## Problem to solve
From the entries below, retype only the lines from the one with "177 609 204" through the one with "259 513 295", exactly as written.
Records to process section start
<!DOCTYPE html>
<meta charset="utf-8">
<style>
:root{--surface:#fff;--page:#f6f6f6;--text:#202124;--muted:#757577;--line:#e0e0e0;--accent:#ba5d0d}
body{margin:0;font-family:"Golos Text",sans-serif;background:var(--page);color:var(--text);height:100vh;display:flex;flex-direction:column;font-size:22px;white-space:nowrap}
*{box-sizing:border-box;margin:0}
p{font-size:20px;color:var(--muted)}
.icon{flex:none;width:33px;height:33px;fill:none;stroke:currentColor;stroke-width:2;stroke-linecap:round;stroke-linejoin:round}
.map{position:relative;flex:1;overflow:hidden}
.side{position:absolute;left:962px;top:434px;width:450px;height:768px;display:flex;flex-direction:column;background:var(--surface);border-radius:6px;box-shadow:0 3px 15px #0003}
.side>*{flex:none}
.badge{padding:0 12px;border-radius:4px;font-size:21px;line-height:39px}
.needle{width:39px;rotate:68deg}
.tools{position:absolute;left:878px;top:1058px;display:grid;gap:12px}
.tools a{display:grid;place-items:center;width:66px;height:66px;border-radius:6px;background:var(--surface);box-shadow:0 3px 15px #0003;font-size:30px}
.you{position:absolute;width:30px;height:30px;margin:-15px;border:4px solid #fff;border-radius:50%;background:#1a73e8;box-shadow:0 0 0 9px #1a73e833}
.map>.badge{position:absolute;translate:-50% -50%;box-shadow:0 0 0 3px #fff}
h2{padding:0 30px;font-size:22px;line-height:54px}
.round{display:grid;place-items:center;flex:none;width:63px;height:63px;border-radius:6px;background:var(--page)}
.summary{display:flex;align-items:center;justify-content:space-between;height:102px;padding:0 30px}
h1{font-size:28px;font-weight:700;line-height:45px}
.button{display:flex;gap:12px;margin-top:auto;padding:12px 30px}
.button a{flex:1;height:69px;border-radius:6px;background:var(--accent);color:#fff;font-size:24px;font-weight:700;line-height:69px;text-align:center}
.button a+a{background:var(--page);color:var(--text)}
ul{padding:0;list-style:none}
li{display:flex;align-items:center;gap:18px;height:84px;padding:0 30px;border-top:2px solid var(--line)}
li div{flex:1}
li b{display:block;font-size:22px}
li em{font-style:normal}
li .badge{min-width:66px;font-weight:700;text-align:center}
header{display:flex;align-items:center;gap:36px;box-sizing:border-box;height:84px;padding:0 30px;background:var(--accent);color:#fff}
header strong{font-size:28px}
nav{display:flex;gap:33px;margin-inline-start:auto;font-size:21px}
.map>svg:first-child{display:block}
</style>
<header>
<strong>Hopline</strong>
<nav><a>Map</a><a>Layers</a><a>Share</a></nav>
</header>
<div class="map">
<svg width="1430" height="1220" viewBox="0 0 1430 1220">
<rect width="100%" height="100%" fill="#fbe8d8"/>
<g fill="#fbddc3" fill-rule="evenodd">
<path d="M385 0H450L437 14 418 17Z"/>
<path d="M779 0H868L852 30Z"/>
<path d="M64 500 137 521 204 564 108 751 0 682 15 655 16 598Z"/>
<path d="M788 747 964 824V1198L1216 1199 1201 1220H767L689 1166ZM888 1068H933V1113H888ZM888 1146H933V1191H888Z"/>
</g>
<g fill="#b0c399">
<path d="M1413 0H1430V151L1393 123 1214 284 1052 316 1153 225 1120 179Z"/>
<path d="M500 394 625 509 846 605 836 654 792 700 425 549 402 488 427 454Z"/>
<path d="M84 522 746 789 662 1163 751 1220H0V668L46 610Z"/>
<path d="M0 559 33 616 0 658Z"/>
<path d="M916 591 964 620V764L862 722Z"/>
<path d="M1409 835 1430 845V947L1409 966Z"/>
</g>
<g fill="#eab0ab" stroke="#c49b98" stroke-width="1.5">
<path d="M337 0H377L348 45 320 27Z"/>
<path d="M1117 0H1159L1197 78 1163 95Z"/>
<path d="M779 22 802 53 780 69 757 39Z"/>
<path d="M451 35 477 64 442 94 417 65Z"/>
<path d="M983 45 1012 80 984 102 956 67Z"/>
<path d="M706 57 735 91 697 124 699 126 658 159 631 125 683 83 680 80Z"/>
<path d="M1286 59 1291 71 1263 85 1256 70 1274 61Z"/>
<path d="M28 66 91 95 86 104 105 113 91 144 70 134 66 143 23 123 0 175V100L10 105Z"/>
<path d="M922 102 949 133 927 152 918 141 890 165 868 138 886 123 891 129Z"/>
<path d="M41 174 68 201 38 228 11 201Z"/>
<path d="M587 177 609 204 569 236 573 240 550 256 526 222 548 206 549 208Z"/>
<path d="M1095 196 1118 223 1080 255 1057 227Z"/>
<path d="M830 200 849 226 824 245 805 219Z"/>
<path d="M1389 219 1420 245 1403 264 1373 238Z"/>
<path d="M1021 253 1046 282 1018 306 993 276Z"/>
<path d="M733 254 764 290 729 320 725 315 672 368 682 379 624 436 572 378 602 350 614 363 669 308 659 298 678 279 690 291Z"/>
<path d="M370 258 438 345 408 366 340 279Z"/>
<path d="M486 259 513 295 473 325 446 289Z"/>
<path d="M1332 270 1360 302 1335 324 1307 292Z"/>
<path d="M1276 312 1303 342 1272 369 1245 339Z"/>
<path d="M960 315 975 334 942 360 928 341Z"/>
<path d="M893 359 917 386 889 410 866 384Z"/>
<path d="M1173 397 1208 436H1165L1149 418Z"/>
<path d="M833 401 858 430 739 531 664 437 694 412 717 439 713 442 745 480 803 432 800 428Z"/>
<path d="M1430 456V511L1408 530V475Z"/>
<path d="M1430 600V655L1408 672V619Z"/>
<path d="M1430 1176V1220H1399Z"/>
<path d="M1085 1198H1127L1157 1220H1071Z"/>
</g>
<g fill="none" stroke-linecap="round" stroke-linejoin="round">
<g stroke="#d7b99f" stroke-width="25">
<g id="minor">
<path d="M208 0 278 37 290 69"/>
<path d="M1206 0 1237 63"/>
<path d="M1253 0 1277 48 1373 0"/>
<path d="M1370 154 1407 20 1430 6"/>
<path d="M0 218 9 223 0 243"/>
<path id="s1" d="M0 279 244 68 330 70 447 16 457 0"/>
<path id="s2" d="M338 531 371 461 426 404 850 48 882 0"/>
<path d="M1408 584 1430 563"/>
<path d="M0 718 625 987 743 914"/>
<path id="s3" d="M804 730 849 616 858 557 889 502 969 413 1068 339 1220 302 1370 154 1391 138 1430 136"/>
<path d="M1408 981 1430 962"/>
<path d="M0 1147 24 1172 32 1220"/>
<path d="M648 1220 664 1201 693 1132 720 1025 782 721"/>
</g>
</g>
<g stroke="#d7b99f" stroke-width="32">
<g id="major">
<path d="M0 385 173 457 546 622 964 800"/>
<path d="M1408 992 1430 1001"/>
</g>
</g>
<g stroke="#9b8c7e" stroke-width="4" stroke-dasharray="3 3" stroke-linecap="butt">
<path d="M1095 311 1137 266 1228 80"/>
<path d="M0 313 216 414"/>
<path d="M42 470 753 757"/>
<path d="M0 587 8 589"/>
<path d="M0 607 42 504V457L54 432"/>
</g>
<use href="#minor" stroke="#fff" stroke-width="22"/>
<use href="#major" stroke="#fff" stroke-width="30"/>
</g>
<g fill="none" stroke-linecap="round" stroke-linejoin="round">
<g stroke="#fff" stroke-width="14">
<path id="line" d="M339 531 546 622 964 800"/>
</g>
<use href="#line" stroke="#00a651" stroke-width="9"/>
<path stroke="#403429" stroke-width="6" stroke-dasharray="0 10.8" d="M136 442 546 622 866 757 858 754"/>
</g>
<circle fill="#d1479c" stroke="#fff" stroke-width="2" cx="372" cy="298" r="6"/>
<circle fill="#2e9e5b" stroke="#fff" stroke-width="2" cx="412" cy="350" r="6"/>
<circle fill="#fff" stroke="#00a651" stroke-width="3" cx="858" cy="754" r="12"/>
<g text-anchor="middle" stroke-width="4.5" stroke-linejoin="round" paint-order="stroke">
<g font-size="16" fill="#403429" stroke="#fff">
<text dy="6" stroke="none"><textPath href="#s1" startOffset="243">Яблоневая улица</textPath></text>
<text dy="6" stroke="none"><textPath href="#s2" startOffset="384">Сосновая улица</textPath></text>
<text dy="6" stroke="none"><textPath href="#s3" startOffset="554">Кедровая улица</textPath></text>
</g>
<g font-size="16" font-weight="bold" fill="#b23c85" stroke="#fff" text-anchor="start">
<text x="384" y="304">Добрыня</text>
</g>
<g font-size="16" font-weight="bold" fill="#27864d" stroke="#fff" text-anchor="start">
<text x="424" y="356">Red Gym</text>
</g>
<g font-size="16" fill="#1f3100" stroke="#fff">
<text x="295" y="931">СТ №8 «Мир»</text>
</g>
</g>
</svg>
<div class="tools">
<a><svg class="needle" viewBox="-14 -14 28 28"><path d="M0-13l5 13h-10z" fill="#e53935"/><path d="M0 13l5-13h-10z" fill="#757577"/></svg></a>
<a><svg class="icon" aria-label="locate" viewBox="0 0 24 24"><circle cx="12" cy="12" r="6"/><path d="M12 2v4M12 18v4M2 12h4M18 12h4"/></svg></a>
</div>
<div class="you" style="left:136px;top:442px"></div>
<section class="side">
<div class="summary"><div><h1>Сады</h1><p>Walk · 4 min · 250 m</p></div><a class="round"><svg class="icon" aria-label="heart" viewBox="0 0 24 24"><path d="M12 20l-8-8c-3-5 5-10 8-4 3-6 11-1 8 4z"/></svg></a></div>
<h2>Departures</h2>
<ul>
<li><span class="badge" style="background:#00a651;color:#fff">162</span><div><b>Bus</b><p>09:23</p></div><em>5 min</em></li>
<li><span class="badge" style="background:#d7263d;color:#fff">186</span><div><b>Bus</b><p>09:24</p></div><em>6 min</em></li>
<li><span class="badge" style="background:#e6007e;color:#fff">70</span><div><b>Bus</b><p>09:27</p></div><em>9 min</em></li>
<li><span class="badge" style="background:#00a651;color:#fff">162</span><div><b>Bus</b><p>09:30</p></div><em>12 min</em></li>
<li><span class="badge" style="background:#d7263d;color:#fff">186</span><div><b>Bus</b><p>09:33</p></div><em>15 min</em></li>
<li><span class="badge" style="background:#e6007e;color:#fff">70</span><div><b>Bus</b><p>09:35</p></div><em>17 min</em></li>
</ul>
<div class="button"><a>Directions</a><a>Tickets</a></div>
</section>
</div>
Records to process section end
## Task answer
<path d="M587 177 609 204 569 236 573 240 550 256 526 222 548 206 549 208Z"/>
<path d="M1095 196 1118 223 1080 255 1057 227Z"/>
<path d="M830 200 849 226 824 245 805 219Z"/>
<path d="M1389 219 1420 245 1403 264 1373 238Z"/>
<path d="M1021 253 1046 282 1018 306 993 276Z"/>
<path d="M733 254 764 290 729 320 725 315 672 368 682 379 624 436 572 378 602 350 614 363 669 308 659 298 678 279 690 291Z"/>
<path d="M370 258 438 345 408 366 340 279Z"/>
<path d="M486 259 513 295 473 325 446 289Z"/>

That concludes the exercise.